Multifunctional pH-Switched Superwetting Copolymer Nanotextile: Surface Engineered toward on-Demand Light Oil–Water Separation on Superhydrophilic–Underwater Low-Adhesive Superoleophobic Nonwoven Mesh

The high performance of an oil–water separator relies largely on unique design of the architecture with a hierarchical and porous morphology as well as smart wetting responsiveness of active materials. A well-structured NaOH-treated antioil nonwoven mesh with in-situ and ex-situ pH-switched wetting was successfully prepared by controlled electrospinning of SAN copolymer followed by thermal treating in NaOH aqueous solution. The as-obtained robust and flexible pH-switched antioil mesh with highly accessible pH-responsive groups and a 3D open porous network geometry not only will achieve durable superhydrophilicity/superoleophobicity in air but also a superior underwater low-adhesive superoleophobicity could be obtained, leading the surface to be successfully used for long-term usage immiscible/emulsified light oil–water separation using only gravity-driven force with excellent antioil fouling during multiple cycles. Simultaneously, the water-soluble pollutant could be effectively captured by the antioil mesh and simply released in ethanol media. The “extended coil conformation” and “intermolecular hydrogen bonding” are proposed to explain the antioil wetting behavior.
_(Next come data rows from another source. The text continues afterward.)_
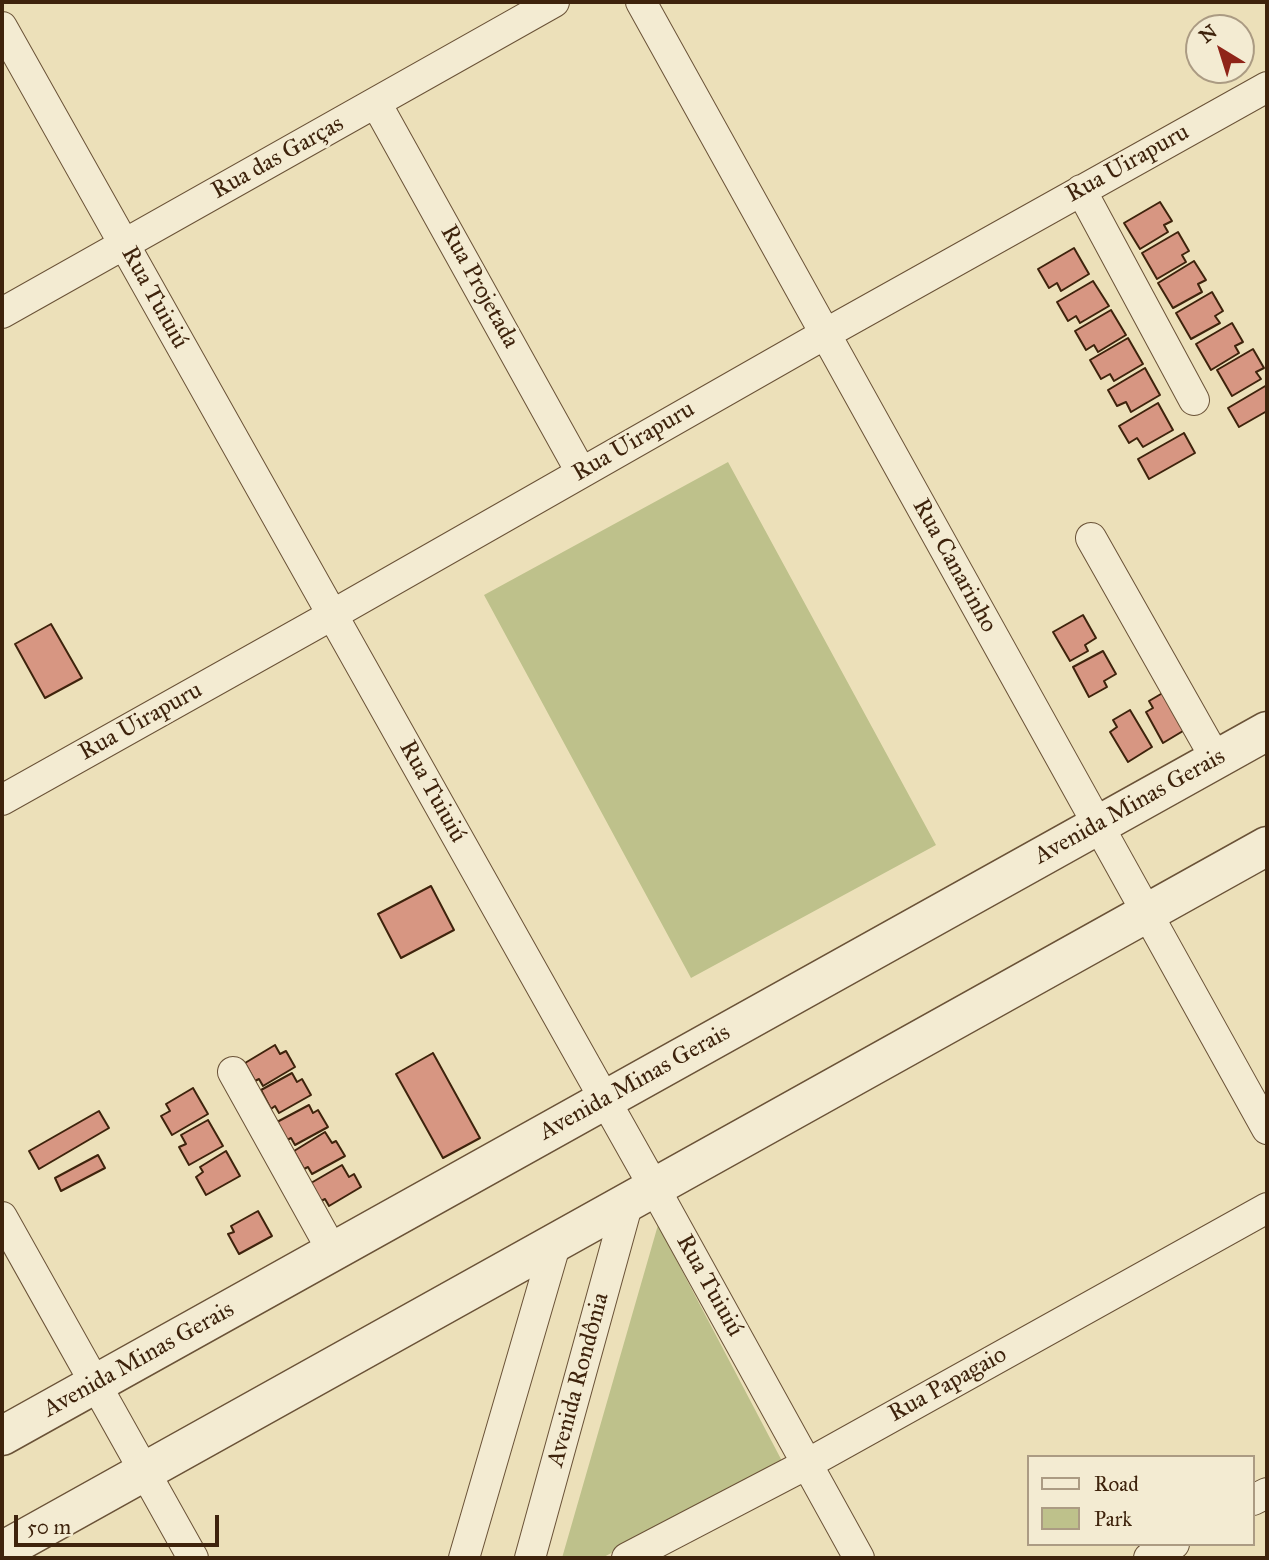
<!DOCTYPE html>
<html>
<head>
<meta charset="utf-8">
<style>
	body { margin:0 }
	#map { position:relative; width:1269px; height:1560px; overflow:hidden; background:#ece0b9; font-family:"IM FELL Great Primer",serif }
	canvas { display:block }
	.frame { position:absolute; inset:0; border:4px solid #3e230c; pointer-events:none }
	.legend { position:absolute; left:1027px; top:1455px; width:228px; height:91px; box-sizing:border-box; background:#f3ebd2; border:2px solid #ab9b83; margin:0; padding:9px 12px; list-style:none; font-size:21px; color:#3e230c }
	.legend li { display:flex; align-items:center; gap:14px; height:35px }
	.legend b { width:35px; border:2px solid #ab9b83 }
	.north { position:absolute; left:1185px; top:14px; width:70px; height:70px; box-sizing:border-box; background:#f3ebd2; border:2px solid #ab9b83; border-radius:50%; rotate:322deg; font-size:19px; font-weight:700; line-height:28px; text-align:center; color:#3e230c }
	.north::after { content:''; display:block; margin:auto; width:24px; height:32px; background:#8f2418; clip-path:polygon(50% 0,100% 100%,50% 72%,0 100%) }
	.scale { position:absolute; left:14px; top:1515px; width:205px; height:32px; box-sizing:border-box; border:4px solid #3e230c; border-top:0; padding-left:9px; font-size:21px; line-height:24px; white-space:nowrap; color:#3e230c; -webkit-text-stroke:5px #f3ebd2; paint-order:stroke }
</style>
</head>
<body>
<div id="map">
<canvas width="1269" height="1560"></canvas>
<div class="frame"></div>
<ul class="legend">
<li><b style="height:9px;background:#f3ebd2"></b>Road</li>
<li><b style="height:19px;background:#bec18b"></b>Park</li>
</ul>
<div class="north">N</div>
<div class="scale">50 m</div>
</div>
<script>
const c = document.querySelector('canvas').getContext('2d');
c.lineJoin = 'round';
function fillPath(path, color) {
  c.fillStyle = color;
  c.fill(path, 'evenodd');
}
function shape(rows) {
  const path = new Path2D();
  for (const r of rows) {
    path.moveTo(r[0], r[1]);
    for (let i = 2; i < r.length; i += 2) path.lineTo(r[i], r[i + 1]);
  }
  return path;
}
function strokePath(path, color, width, dash) {
  c.strokeStyle = color;
  c.lineWidth = width;
  c.lineCap = dash ? 'butt' : 'round';
  c.setLineDash(dash || []);
  c.stroke(path);
}
function drawText(font, color, halo, rows, align = 'center') {
  c.font = font + ' "IM FELL Great Primer",serif';
  c.lineWidth = 6;
  c.setLineDash([]);
  c.textBaseline = 'middle';
  c.strokeStyle = halo;
  c.fillStyle = color;
  for (const [text, x, y, turn = 0] of rows) {
    c.save();
    c.translate(x, y);
    c.rotate((+turn || 0) * Math.PI / 180);
    c.textAlign = isNaN(turn) ? turn : align;
    if (halo) c.strokeText(text, 0, 0);
    c.fillText(text, 0, 0);
    c.restore();
  }
}
const green = shape([
	[728,462,936,845,691,978,484,595],
	[658,1225,782,1461,602,1558,562,1558]
]);
const building = shape([
	[1160,202,1172,221,1164,225,1168,232,1140,249,1124,223,1160,202],
	[1178,232,1189,251,1182,255,1186,262,1157,279,1142,253,1178,232],
	[1074,248,1089,274,1061,291,1057,283,1049,288,1038,269,1074,248],
	[1194,261,1206,280,1198,284,1202,292,1173,308,1158,283,1194,261],
	[1093,281,1109,306,1080,323,1076,316,1068,321,1057,302,1093,281],
	[1212,292,1223,311,1215,316,1220,323,1191,339,1176,313,1212,292],
	[1111,310,1126,335,1098,352,1094,345,1086,350,1075,331,1111,310],
	[1232,323,1243,342,1235,346,1239,353,1211,370,1196,344,1232,323],
	[1128,338,1143,364,1114,381,1110,374,1101,379,1090,360,1128,338],
	[1253,349,1264,368,1256,372,1261,379,1232,396,1217,370,1253,349],
	[1145,368,1160,395,1131,412,1126,402,1117,406,1108,390,1145,368],
	[1267,385,1267,411,1239,427,1228,408,1267,385],
	[1158,403,1173,430,1143,447,1137,438,1129,443,1119,426,1158,403],
	[1184,433,1195,453,1149,479,1138,459,1184,433],
	[1083,615,1096,638,1085,645,1088,651,1070,661,1053,632,1083,615],
	[51,624,82,678,45,698,15,644,51,624],
	[1103,651,1116,674,1104,681,1107,687,1089,697,1073,667,1103,651],
	[1166,691,1188,728,1163,743,1146,712,1153,708,1149,701,1166,691],
	[1130,710,1152,747,1128,762,1110,732,1117,727,1113,720,1130,710],
	[431,886,454,930,401,958,378,914,431,886],
	[275,1045,280,1054,286,1051,295,1067,263,1086,259,1079,255,1081,245,1063,275,1045],
	[433,1053,480,1138,443,1158,396,1074,433,1053],
	[292,1073,297,1082,302,1079,311,1095,279,1113,275,1106,271,1109,261,1090,292,1073],
	[193,1088,208,1114,172,1135,161,1116,170,1111,166,1104,193,1088],
	[309,1105,313,1113,318,1110,328,1127,295,1145,291,1138,287,1140,277,1122,309,1105],
	[99,1111,109,1128,39,1169,29,1151,99,1111],
	[208,1120,223,1146,189,1165,179,1147,186,1144,181,1135,208,1120],
	[325,1132,332,1143,336,1141,345,1156,312,1174,308,1167,304,1169,294,1151,325,1132],
	[226,1151,240,1176,206,1195,196,1177,203,1172,200,1167,226,1151],
	[98,1155,105,1168,61,1191,55,1178,98,1155],
	[342,1165,349,1177,354,1174,361,1187,329,1206,325,1199,321,1201,311,1183,342,1165],
	[258,1211,272,1236,239,1254,228,1234,234,1232,231,1226,258,1211]
]);
const minor = shape([
	[641,2,1267,1129],
	[2,27,654,1187,859,1558],
	[376,103,581,472],
	[1081,190,1194,400],
	[2,313,554,2],
	[1091,538,1216,759],
	[2,800,332,615,825,334,1267,87],
	[233,1072,333,1252],
	[2,1217,193,1558],
	[1253,1500,1267,1493],
	[464,1558,556,1242],
	[530,1558,628,1202],
	[627,1558,807,1464,1267,1208],
	[1149,1558,1174,1544]
]);
const tertiary = shape([
	[2,1436,1267,731],
	[2,1551,1267,846]
]);
const streetNames = [
	["Rua das Garças",278,158,-29],
	["Rua Uirapuru",1128,164,-29],
	["Rua Projetada",479,287,61],
	["Rua Tuiuiú",154,298,61],
	["Rua Uirapuru",634,442,-30],
	["Rua Canarinho",954,566,61],
	["Rua Uirapuru",141,722,-29],
	["Rua Tuiuiú",432,792,61],
	["Avenida Minas Gerais",1130,807,-29],
	["Avenida Minas Gerais",635,1083,-29],
	["Rua Tuiuiú",709,1286,61],
	["Avenida Minas Gerais",139,1360,-29],
	["Avenida Rondônia",579,1380,-75],
	["Rua Papagaio",948,1385,-29]
];
fillPath(green, '#bec18b');
fillPath(building, '#d79682');
strokePath(building, '#3e230c', 2);
strokePath(minor, '#6a5237', 32);
strokePath(tertiary, '#6a5237', 41);
strokePath(minor, '#f3ebd2', 30);
strokePath(tertiary, '#f3ebd2', 38);
drawText('24px', '#3e230c', '#f3ebd2', streetNames);
</script>
</body>
</html>
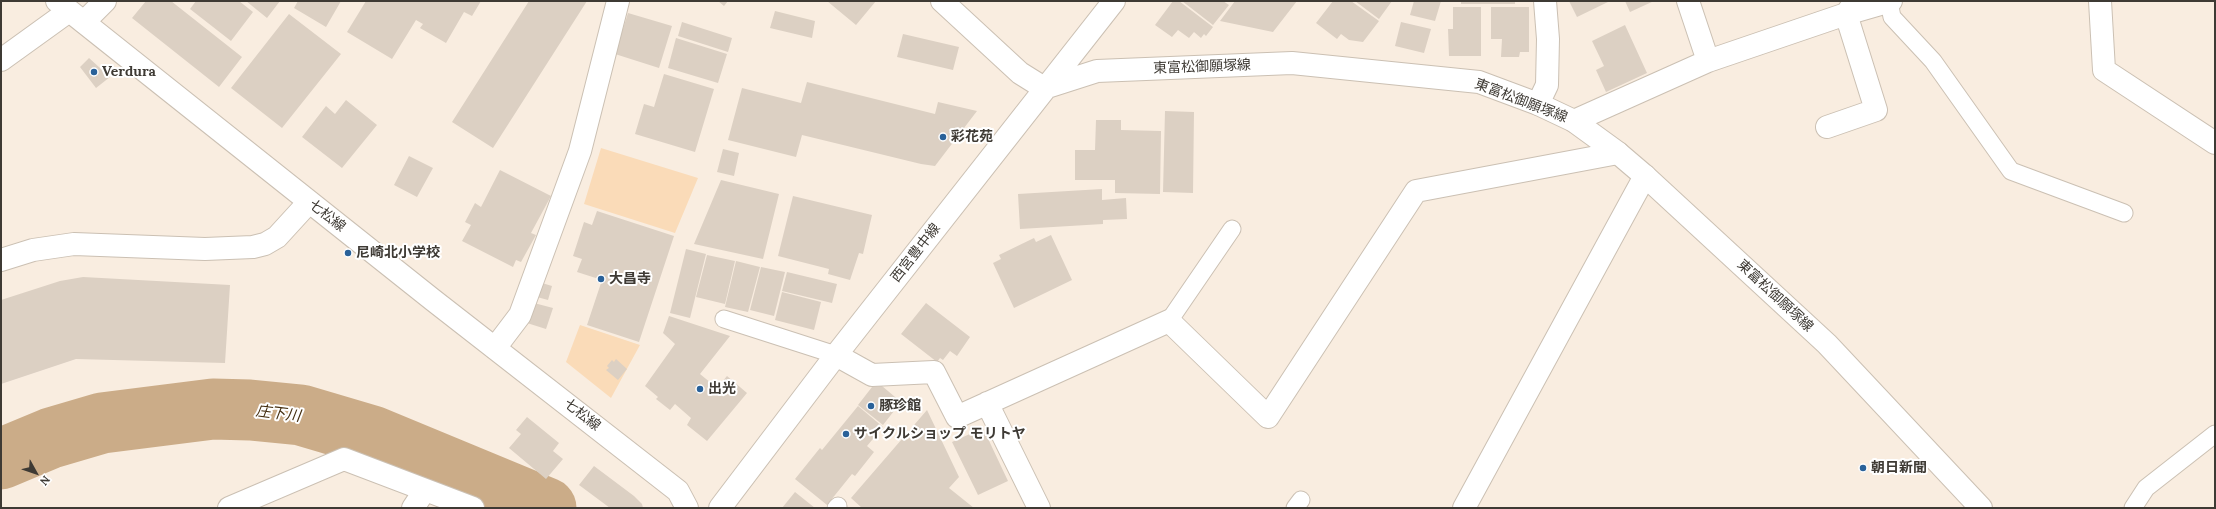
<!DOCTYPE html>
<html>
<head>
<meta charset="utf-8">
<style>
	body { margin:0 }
	#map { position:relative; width:2216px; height:509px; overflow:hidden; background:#f9ede0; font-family:Lora,serif }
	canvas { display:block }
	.frame { position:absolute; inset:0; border:2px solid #3e3a34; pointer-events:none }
	.north { position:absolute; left:16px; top:453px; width:40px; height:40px; -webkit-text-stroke:3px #fff; paint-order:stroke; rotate:130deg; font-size:11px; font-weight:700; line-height:16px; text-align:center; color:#3e3a34 }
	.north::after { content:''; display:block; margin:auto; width:14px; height:18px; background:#3e3a34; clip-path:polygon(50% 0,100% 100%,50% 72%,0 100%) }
</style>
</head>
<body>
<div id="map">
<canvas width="2216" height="509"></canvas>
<div class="frame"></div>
<div class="north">N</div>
</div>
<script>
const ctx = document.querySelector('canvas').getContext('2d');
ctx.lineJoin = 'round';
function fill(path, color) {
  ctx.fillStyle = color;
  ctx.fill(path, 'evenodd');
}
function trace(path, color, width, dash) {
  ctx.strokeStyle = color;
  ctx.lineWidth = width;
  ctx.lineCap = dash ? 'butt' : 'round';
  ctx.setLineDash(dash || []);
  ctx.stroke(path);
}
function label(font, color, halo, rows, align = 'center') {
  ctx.font = font + ' Lora,"Noto Sans JP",serif';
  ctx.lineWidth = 4;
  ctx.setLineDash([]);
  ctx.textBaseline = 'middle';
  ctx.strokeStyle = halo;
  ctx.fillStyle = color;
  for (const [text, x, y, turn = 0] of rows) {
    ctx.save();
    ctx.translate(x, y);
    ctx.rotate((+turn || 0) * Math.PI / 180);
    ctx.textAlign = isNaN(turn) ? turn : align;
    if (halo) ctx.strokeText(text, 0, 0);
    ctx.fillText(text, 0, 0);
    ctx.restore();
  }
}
const green = new Path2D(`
	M601 148 698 178 675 233 584 204Z
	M580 325 640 345 611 398 566 362Z`);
const river = new Path2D(`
	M1 459 51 438 102 423 213 409 250 410 301 415 372 436 546 508`);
const building = new Path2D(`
	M146 1H171L242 57 219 87 132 18Z
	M196 1H239L253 12 231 41 190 9Z
	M246 1H280L267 18Z
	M298 1H341L326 27 294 8Z
	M366 1H481L472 16 464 12 446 43 420 28 423 24 416 20 392 59 347 32Z
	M529 1H587L493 148 452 122Z
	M718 1H728L724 6Z
	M827 1H876L856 25Z
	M1173 1H1179L1213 27 1206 36 1204 34 1201 38 1194 32 1189 38 1178 30 1172 37 1155 25Z
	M1182 1H1223L1229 5 1213 25Z
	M1235 1H1297L1273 32 1220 21Z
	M1333 1H1351L1379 21 1363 42 1349 40 1341 34 1337 39 1316 23Z
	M1355 1H1392L1379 19Z
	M1414 1H1441L1435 21 1410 15Z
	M1461 1H1515V4H1461Z
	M1569 1H1608V2L1577 17Z
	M1625 1H1654L1630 12Z
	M1453 7H1481V56H1449L1448 29H1453Z
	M1491 7H1529V52H1520L1519 57H1501L1502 39H1491Z
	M775 11 815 21 812 38 770 28Z
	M628 13 672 26 659 68 615 54Z
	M289 14 341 54 282 128 231 88Z
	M682 22 732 38 728 52 678 36Z
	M1401 22 1431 29 1424 53 1395 46Z
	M1625 25 1647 73 1606 92 1596 70 1604 66 1592 41Z
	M903 34 959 47 953 70 897 57Z
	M676 38 727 54 718 83 668 68Z
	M89 58 110 77 96 88 80 67Z
	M664 74 714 89 695 152 635 134 644 104 654 107Z
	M807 82 935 114 938 102 977 111 935 166 921 164 802 135 796 157 728 140 742 88 801 103Z
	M346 100 377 125 342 168 302 137 326 106 335 114Z
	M1165 111 1194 112 1193 193 1163 192Z
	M1096 120H1121V130L1161 131 1160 194 1115 193V180H1075V150H1095Z
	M723 149 739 153 734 176 717 172Z
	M409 156 433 168 417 197 394 185Z
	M500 170 551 196 531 233 536 235 521 262 516 260 513 267 462 241 471 225 465 222 475 203 481 207Z
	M721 180 779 194 763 259 694 244Z
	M1102 189V200L1126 198 1127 219 1103 220V224L1020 229 1018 194Z
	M793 196 872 215 863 254 859 253 850 280 828 274 829 269 778 256Z
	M597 211 674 236 639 342 587 325 602 280 577 272 582 259 573 256 584 222 592 225Z
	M1051 235 1072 280 1014 308 993 263 1001 259 999 255 1034 238 1036 242Z
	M686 249 706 254 690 318 670 313Z
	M707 255 735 261 725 304 696 297Z
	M736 261 760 267 748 312 725 307Z
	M761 267 785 272 774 316 750 310Z
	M787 272 837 284 832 303 782 291Z
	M83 277 230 285 225 363 76 359 1 384V300L60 281Z
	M542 283 552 286 548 300 537 297Z
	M782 292 821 302 814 330 775 320Z
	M534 303 553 308 546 329 527 323Z
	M926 303 970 337 957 356 950 351 943 360 940 358 937 362 901 334Z
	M669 316 730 336 700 374 717 388 727 376 747 393 707 441 687 425 691 418 675 404 670 410 656 399 658 397 645 386 675 344 663 333Z
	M616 359 627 369 618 380 606 370 609 368 607 366 612 360 614 362Z
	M882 386 901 402 883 425 858 405 872 387Z
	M858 406 883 427 867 446 874 452 855 476 852 474 827 505 795 479 820 448 822 450Z
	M927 410 959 477 949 488 974 508H862L851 498Z
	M527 417 559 443 553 451 563 459 546 479 509 448 521 434 516 430Z
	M983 428 1008 481 978 495 952 442Z
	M594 466 634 496 642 504 643 508H610L579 485Z
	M795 492 815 508H782Z`);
const lane = new Path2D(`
	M1889 2 1892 17 1933 61 2011 171 2124 213
	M724 319 836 355
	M1169 321 1232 229
	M836 508 838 506
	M1295 508 1301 500
	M2133 508 2146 488 2215 434`);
const street = new Path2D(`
	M1688 1 1708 61
	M2100 1 2104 70 2215 143
	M84 22 105 1
	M1 60 69 11
	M1538 104 1547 85 1548 39 1545 1
	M1574 121 1708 61 1846 14 1891 1
	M1827 127 1876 110 1846 14 1855 2
	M1 260 33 250 74 244 205 249 253 247 265 244 277 237 309 202
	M495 348 520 315 580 151 618 1
	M836 355 872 375 934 372 957 417 1169 321 1268 417 1416 191 1618 153
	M987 403 1039 508
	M229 508 344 459 473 508
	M413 508 425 490
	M1464 508 1645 176`);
const secondary = new Path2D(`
	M57 1 433 300 678 491 687 508
	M942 1 1020 73 1044 88 1097 71 1292 63 1479 82 1538 104 1574 121 1618 153 1645 176 1827 344 1981 508
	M720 508 836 355 1114 1`);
const markers = [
	[94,72,4,"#296199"],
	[943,137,4,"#296199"],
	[348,253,4,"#296199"],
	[601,279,4,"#296199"],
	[700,389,4,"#296199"],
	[871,406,4,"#296199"],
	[846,434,4,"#296199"],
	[1863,468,4,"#296199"]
];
const streetNames = [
	["東富松御願塚線",1202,67,-2],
	["東富松御願塚線",1521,101,21],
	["七松線",327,216,38],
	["西宮豊中線",916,253,-52],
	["東富松御願塚線",1775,296,43],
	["七松線",582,415,38]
];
const poiNames = [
	["Verdura",102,72],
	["彩花苑",951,137],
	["尼崎北小学校",356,253],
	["大昌寺",609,279],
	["出光",708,389],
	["豚珍館",879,406],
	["サイクルショップ モリトヤ",854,434],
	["朝日新聞",1871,468]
];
const waterNames = [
	["庄下川",278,414,7]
];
fill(green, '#fadbb8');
trace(river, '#cbac88', 61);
fill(building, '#dcd0c3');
trace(lane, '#cbc0b3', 19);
trace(street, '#cbc0b3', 24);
trace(secondary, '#cbc0b3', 24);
trace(lane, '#fff', 17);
trace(street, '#fff', 22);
trace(secondary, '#fff', 22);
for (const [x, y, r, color] of markers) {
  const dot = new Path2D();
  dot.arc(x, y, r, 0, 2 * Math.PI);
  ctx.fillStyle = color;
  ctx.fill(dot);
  trace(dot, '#fff', 1.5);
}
label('14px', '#3e3a34', '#fff', streetNames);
label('bold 14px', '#3e3a34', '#fff', poiNames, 'left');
label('italic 15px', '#432d0f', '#fff', waterNames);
</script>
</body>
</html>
Most importantly, smart reversible pH switching from antioil to antiwater wetting could be simply and quickly obtained only by immersing the NaOH-treated mesh in acidic-aqueous solution to obtain an acid-treated antiwater mesh acting in “oil removing”, which is repeatedly cycled without causing any damage to the mesh and loss of pH responsiveness. It is believed that such highly cost-effective and commercially scaled up smart material will be a promising candidate for use in removal of oil-polluted waters in the future.